# 8GB ram installed, but only using 3.5GB (FreeBSD 7.1 AMD64)



## matthew (Feb 22, 2009)

Installed FreeBSD 7.1 AMD64 on a system with 8GB ram, when boot, BIOS shows 8192MB ram installed, but for some reason in FreeBSD I can't get it to use more than 3.5GB.

I tested the ram sticks on another machine, they worked fine, the only PCI card on the motherboard is an Intel NIC.

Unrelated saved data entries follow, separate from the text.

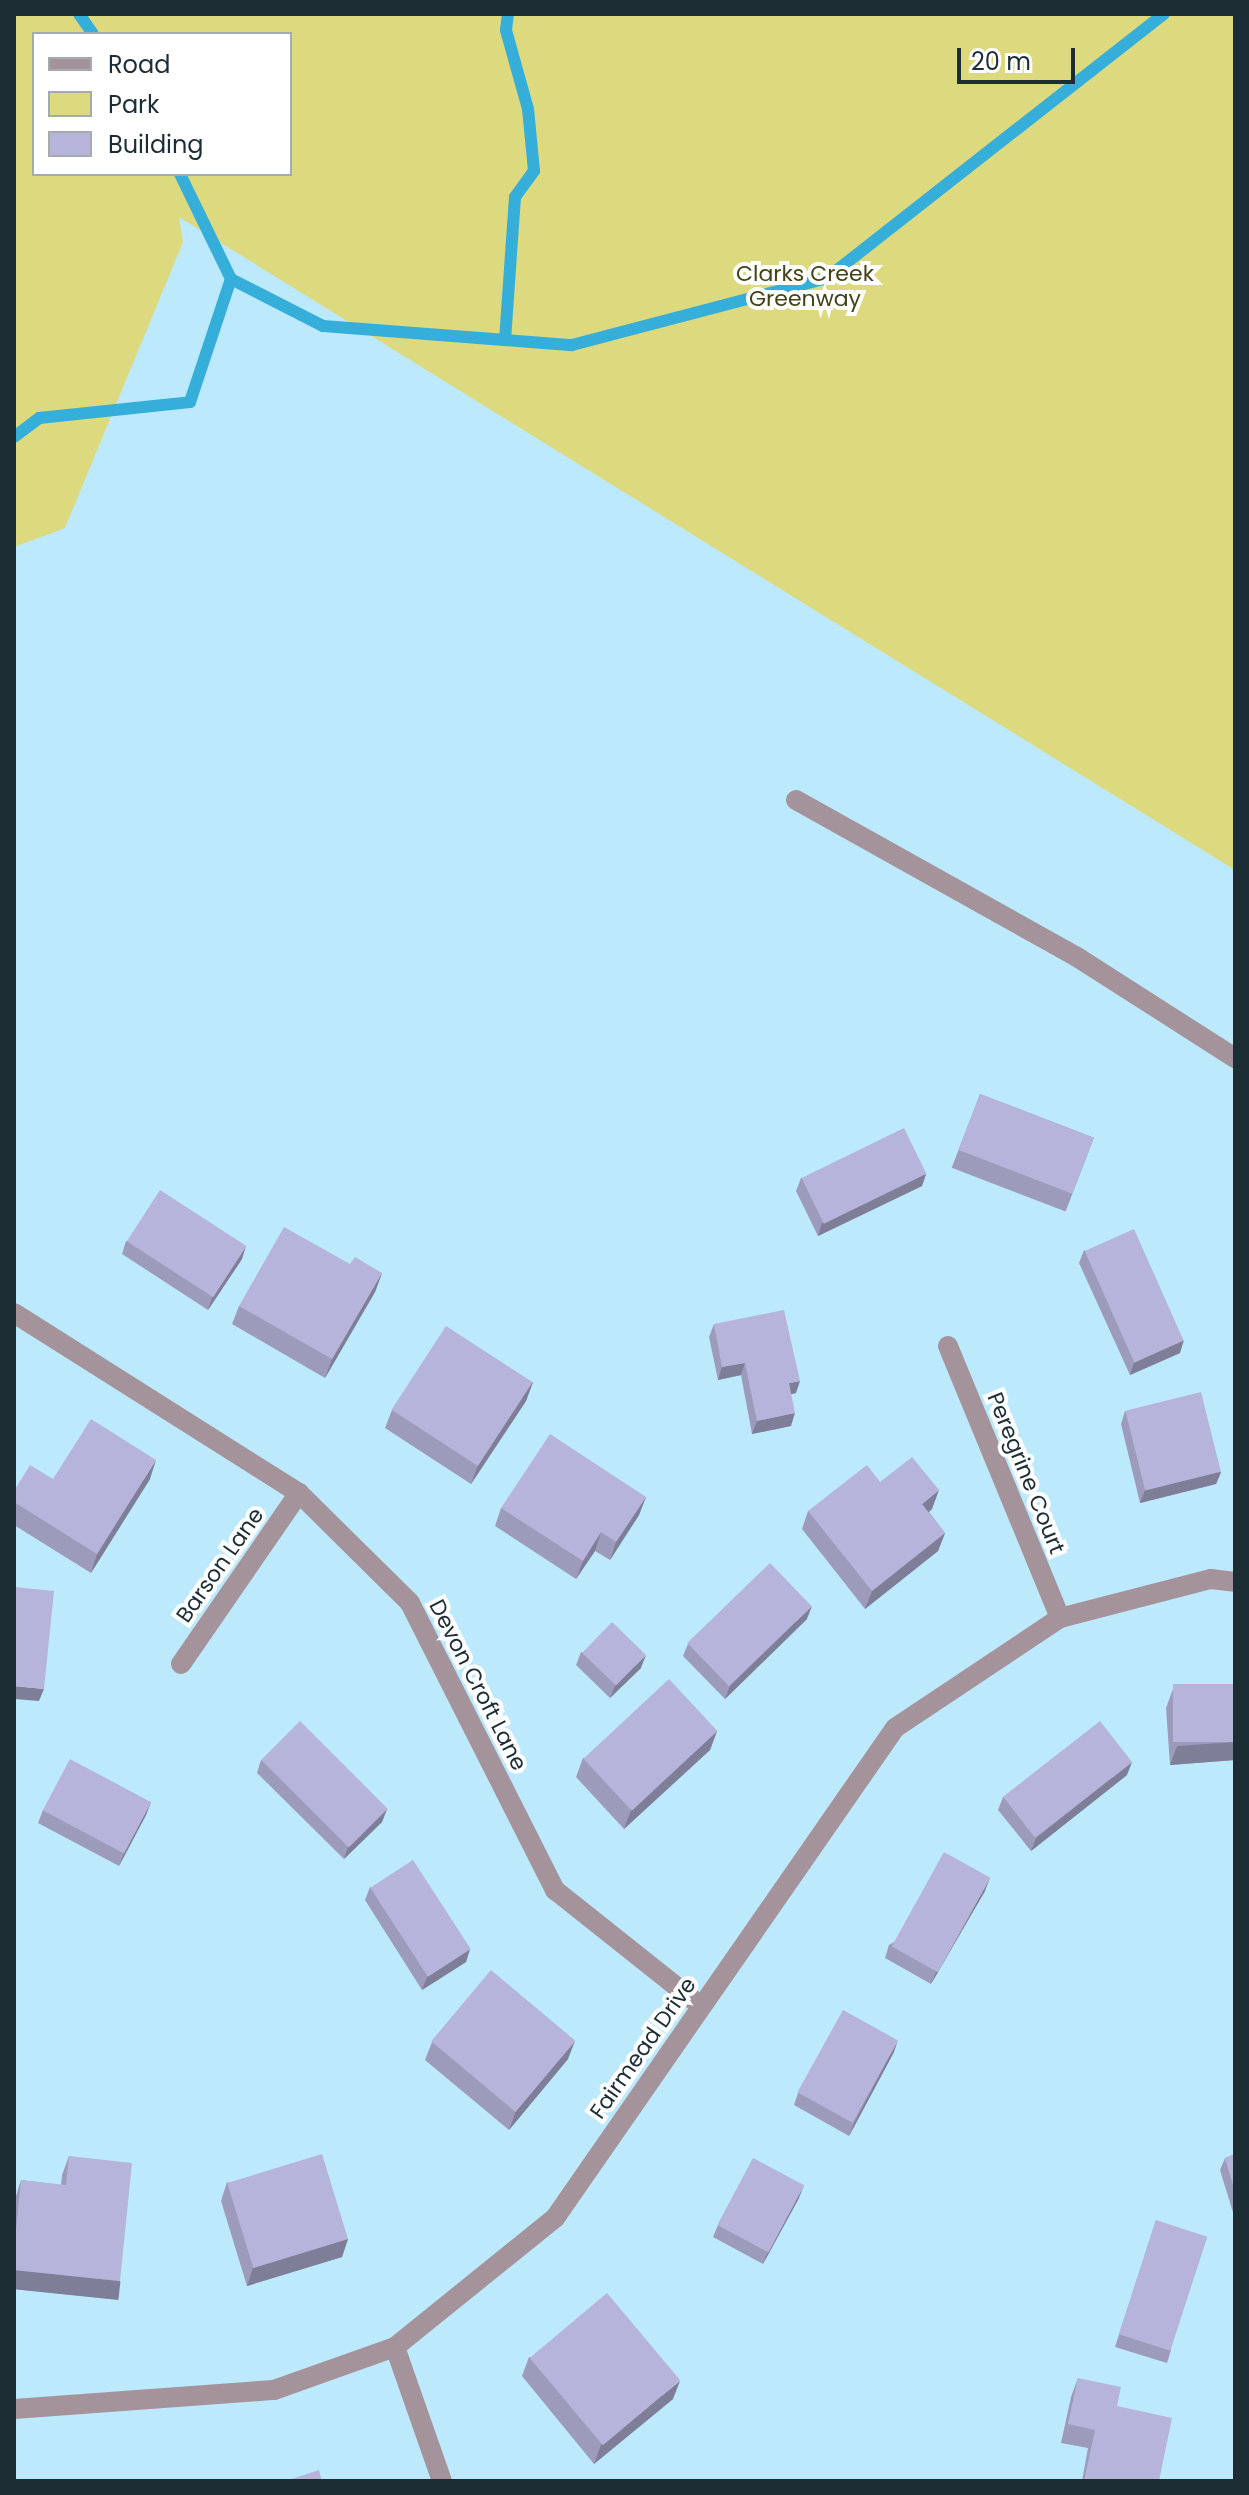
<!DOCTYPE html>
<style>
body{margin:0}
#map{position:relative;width:1249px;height:2495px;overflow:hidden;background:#bde9fd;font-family:Poppins,sans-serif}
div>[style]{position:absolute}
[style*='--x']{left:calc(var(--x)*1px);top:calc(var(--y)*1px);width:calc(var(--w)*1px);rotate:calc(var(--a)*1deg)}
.green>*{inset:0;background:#dcd97f}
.stream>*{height:12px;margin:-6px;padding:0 6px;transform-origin:6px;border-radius:6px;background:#36aeda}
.minor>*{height:20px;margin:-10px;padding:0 10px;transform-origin:10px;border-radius:10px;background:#a5939c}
.wall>*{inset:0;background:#9d9bbb;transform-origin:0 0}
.shaded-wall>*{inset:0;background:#7f7e99;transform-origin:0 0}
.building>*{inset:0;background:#b6b4da;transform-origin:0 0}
span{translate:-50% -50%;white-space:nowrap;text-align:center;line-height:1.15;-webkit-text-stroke:8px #fff;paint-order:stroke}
.park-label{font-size:22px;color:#444219}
.street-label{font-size:22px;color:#1c2d34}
.frame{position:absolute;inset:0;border:16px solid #1c2d34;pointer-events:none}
.legend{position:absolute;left:32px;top:32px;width:260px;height:144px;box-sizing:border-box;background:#fff;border:2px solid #a4abae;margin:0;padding:10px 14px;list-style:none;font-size:24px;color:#1c2d34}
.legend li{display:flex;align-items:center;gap:16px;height:40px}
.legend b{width:40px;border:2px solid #a4abae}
.scale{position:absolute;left:957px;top:48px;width:118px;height:36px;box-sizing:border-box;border:4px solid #1c2d34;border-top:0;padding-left:10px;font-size:24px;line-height:28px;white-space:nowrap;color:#1c2d34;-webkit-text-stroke:6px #fff;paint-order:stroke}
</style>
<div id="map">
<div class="green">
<div style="clip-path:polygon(evenodd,14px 14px,1235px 14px,1235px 870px,179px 217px,183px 242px,65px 528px,14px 547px,14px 14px,34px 34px,290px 34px,290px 174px,34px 174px,34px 34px)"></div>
</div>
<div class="stream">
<div style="--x:79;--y:14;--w:24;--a:55"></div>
<div style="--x:231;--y:279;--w:103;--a:27.1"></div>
<div style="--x:323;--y:326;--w:250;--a:4.4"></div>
<div style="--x:572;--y:345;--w:264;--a:-14.7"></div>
<div style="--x:827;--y:278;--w:428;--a:-38.1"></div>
<div style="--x:505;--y:340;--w:143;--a:-86"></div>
<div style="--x:515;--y:197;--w:32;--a:-54"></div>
<div style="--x:534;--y:171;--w:62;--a:-95.5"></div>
<div style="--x:528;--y:109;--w:82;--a:-105.6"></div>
<div style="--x:506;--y:30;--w:16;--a:-83"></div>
<div style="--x:14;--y:437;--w:31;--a:-37"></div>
<div style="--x:39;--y:418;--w:152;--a:-6"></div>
<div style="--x:190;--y:402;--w:130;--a:-71.6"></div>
<div style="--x:231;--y:279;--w:117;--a:-115.9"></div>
</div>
<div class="minor">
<div style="--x:796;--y:800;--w:322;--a:29.2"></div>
<div style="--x:1077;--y:957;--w:188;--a:32.6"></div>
<div style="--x:14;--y:1313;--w:337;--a:32.3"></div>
<div style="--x:299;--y:1493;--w:156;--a:44.7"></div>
<div style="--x:410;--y:1603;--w:322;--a:63.2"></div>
<div style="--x:555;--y:1890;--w:186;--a:38.5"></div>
<div style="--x:948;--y:1346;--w:294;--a:67.6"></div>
<div style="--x:181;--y:1664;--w:208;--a:-55.4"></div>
<div style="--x:395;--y:2347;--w:142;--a:70.7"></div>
<div style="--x:14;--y:2409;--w:261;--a:-4.2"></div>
<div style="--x:274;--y:2390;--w:128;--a:-19.6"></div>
<div style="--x:395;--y:2347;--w:206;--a:-38.9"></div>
<div style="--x:555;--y:2218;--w:596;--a:-55.24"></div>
<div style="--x:895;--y:1728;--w:198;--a:-33.7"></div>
<div style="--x:1060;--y:1618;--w:156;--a:-14.5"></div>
<div style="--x:1211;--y:1579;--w:24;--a:7"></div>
</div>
<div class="wall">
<div style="left:980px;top:1094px;width:122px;height:79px;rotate:21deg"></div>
<div style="clip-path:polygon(926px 1174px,922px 1186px,818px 1236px,796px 1191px,801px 1178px)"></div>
<div style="clip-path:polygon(126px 1241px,242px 1259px,208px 1310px,122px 1254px)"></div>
<div style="clip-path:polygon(1084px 1250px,1180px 1353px,1130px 1375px,1079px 1263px)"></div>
<div style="clip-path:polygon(350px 1264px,382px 1273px,375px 1292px,325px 1378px,232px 1324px,239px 1306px)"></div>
<div style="clip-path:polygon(714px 1324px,796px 1393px,791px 1394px,791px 1426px,752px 1434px,741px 1375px,718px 1380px,709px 1337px)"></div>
<div style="clip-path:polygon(533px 1382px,526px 1401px,471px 1484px,385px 1428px,392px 1410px)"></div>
<div style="clip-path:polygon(1125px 1411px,1221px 1472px,1216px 1484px,1140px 1503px,1121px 1424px)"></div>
<div style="clip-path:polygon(150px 1479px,91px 1573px,14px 1525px,14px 1491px)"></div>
<div style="clip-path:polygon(880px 1482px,932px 1509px,929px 1512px,945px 1533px,938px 1551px,865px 1609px,802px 1529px,808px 1511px)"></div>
<div style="clip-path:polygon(646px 1497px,639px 1515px,610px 1560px,595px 1551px,576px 1579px,495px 1526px,501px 1508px)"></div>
<div style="clip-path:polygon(807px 1619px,725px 1699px,683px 1656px,688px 1644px)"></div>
<div style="clip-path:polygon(581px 1652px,641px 1668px,610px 1698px,576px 1665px)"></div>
<div style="clip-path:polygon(1235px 1684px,1235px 1760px,1170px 1765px,1166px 1708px,1173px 1689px)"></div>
<div style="clip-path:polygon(717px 1731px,710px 1750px,624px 1829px,576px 1777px,583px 1758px)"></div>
<div style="clip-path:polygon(261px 1760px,387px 1809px,382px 1822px,344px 1859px,257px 1773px)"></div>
<div style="clip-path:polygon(1127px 1775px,1031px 1851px,998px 1810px,1003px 1797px)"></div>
<div style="clip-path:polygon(151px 1802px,146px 1815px,119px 1866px,38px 1823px,43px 1810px)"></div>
<div style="clip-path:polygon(370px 1887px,470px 1949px,466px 1962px,422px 1990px,365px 1900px)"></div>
<div style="clip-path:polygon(985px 1891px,931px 1984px,885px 1958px,889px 1945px)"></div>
<div style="clip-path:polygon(432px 2042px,568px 2059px,509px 2130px,425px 2060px)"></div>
<div style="clip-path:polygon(894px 2052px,849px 2136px,794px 2105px,798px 2093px)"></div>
<div style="clip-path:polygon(1235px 2154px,1235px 2219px,1220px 2170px,1225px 2158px)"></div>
<div style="clip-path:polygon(69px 2156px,120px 2281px,113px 2299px,14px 2289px,14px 2202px,21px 2180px,61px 2185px,62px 2175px)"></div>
<div style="clip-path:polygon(227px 2182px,348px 2239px,342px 2257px,247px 2286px,221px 2201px)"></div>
<div style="clip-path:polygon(799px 2198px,763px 2264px,713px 2237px,718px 2225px)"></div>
<div style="clip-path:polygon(1156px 2220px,1171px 2350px,1167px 2363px,1115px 2347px)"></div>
<div style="clip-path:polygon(529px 2357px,673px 2399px,594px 2464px,522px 2376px)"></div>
<div style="clip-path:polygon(1078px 2378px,1117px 2406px,1159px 2481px,1082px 2481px,1088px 2448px,1061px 2443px,1071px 2397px)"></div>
</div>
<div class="shaded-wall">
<div style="clip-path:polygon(926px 1174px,922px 1186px,818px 1236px,822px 1223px)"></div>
<div style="clip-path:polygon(246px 1246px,242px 1259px,208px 1310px,212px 1298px)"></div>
<div style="clip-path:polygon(382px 1273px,375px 1292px,325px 1378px,332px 1359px)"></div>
<div style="clip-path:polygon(1184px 1340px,1180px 1353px,1130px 1375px,1134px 1363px)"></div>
<div style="clip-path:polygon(745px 1363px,741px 1375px,718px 1380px,722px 1367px)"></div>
<div style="clip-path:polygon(800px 1381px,796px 1393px,784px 1396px,789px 1383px)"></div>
<div style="clip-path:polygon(533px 1382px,526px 1401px,471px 1484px,478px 1465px)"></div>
<div style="clip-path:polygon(795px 1413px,791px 1426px,752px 1434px,757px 1421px)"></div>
<div style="clip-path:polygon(156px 1460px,150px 1479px,91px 1573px,97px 1554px)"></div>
<div style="clip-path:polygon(1221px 1472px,1216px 1484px,1140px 1503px,1145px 1490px)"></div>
<div style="clip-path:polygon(939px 1490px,932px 1509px,916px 1522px,922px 1504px)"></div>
<div style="clip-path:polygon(646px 1497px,639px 1515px,610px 1560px,616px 1542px)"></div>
<div style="clip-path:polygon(601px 1532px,595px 1551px,576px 1579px,583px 1561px)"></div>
<div style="clip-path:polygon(945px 1533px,938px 1551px,865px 1609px,872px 1591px)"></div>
<div style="clip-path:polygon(812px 1606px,807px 1619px,725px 1699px,730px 1686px)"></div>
<div style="clip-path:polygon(646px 1655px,641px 1668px,610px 1698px,615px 1686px)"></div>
<div style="clip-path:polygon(14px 1686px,44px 1689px,39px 1701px,14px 1699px)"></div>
<div style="clip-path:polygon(717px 1731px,710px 1750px,624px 1829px,631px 1810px)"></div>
<div style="clip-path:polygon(1235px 1742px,1235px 1760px,1170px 1765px,1177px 1746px)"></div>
<div style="clip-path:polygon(1132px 1762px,1127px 1775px,1031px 1851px,1036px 1838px)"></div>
<div style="clip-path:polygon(151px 1802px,146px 1815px,119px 1866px,124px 1853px)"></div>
<div style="clip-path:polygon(387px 1809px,382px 1822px,344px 1859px,348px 1847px)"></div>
<div style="clip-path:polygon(990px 1878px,985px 1891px,931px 1984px,936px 1972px)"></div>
<div style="clip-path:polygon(470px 1949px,466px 1962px,422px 1990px,427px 1977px)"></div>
<div style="clip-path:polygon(898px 2040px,894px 2052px,849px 2136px,854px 2123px)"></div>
<div style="clip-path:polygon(575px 2041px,568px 2059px,509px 2130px,516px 2111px)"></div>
<div style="clip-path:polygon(804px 2185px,799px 2198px,763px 2264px,768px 2252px)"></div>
<div style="clip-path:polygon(348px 2239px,342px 2257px,247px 2286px,253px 2268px)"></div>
<div style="left:14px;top:2270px;width:107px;height:19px;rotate:6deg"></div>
<div style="clip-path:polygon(680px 2381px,673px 2399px,594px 2464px,601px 2445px)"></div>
</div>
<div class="building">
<div style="left:980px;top:1094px;width:122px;height:60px;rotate:21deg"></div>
<div style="left:904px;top:1128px;width:51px;height:114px;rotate:64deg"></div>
<div style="left:160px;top:1190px;width:103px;height:61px;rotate:33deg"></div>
<div style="clip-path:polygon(284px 1227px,350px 1264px,355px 1257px,382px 1273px,332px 1359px,239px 1306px)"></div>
<div style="left:1134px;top:1229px;width:122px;height:54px;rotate:66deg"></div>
<div style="clip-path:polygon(784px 1310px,800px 1381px,789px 1383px,795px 1413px,757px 1421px,745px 1363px,722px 1367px,714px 1324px)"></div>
<div style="left:446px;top:1326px;width:103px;height:100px;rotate:33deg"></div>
<div style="left:1201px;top:1392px;width:82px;height:78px;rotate:76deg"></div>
<div style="clip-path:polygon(91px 1419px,156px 1460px,97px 1554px,14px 1502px,14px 1491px,30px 1465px,53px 1479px)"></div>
<div style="clip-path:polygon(550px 1434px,646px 1497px,616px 1542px,601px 1532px,583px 1561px,501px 1508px)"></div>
<div style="clip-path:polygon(912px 1457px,939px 1490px,922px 1504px,945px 1533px,872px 1591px,808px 1511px,867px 1465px,880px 1482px)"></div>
<div style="left:770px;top:1563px;width:60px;height:115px;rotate:46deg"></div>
<div style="clip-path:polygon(14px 1587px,54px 1591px,44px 1689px,14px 1686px)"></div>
<div style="left:612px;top:1622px;width:47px;height:43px;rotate:44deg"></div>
<div style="left:669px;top:1679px;width:71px;height:117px;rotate:47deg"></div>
<div style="left:1235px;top:1684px;width:58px;height:62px;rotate:90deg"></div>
<div style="left:300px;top:1721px;width:124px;height:55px;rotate:45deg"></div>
<div style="left:1100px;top:1721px;width:52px;height:123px;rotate:52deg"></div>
<div style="left:70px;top:1759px;width:92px;height:58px;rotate:28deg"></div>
<div style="left:944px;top:1852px;width:53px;height:108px;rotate:29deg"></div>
<div style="left:413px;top:1860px;width:106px;height:51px;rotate:57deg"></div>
<div style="left:491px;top:1970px;width:110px;height:93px;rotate:40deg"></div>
<div style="left:843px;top:2010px;width:63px;height:94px;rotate:29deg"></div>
<div style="left:322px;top:2154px;width:89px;height:99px;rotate:73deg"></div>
<div style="clip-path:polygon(1235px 2154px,1235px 2192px,1225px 2158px)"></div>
<div style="clip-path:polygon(69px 2156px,132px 2163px,120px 2281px,14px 2270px,14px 2250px,21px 2180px,66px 2185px)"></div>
<div style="left:753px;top:2158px;width:58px;height:76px;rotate:28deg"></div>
<div style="left:1156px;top:2220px;width:54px;height:120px;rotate:18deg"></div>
<div style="left:607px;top:2293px;width:114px;height:101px;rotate:50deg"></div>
<div style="clip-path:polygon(1078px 2378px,1121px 2387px,1117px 2406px,1172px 2418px,1159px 2481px,1084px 2481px,1095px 2430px,1068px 2424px)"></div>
<div style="clip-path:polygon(319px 2470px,322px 2481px,286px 2481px)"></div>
</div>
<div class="park-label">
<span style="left:805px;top:286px">Clarks Creek<br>Greenway</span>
</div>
<div class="street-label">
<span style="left:1026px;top:1473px;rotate:68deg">Peregrine Court</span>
<span style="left:220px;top:1565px;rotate:-55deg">Barson Lane</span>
<span style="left:478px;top:1685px;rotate:63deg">Devon Croft Lane</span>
<span style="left:643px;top:2048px;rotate:-55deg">Fairmead Drive</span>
</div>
<div class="frame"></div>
<ul class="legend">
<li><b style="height:10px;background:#a5939c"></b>Road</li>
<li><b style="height:22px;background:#dcd97f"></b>Park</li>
<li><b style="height:22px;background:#b6b4da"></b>Building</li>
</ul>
<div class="scale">20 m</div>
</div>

I also did some googling and tried different combinations of memory hole settings in BIOS, none of them helped, FreeBSD is still using only 3.5GB ram.

Any ideas?


----------



## graudeejs (Feb 22, 2009)

do you use generic kernel? (I'm not 101% sure, but i think generic is for i386 only, meaning max ram 4GB unless PAE enabled in custom kernel)
Or custom kernel for amd64?


----------



## matthew (Feb 22, 2009)

killasmurf86 said:
			
		

> do you use generic kernel? (I'm not 101% sure, but i think generic is for i386 only, meaning max ram 4GB unless PAE enabled in custom kernel)
> Or custom kernel for amd64?



It's on a custom kernel, based on a copy of the default /usr/src/sys/amd64/conf/GENERIC.


----------



## matthew (Feb 22, 2009)

argh, problem solved.

I had "options MAXMEM" in the kernel config, it was copied from a previous config on another machine that had weird issues with 4GB ram on an ASUS motherboard.

Removed options MAXMEM, recompiled, now FreeBSD is showing 8GB


----------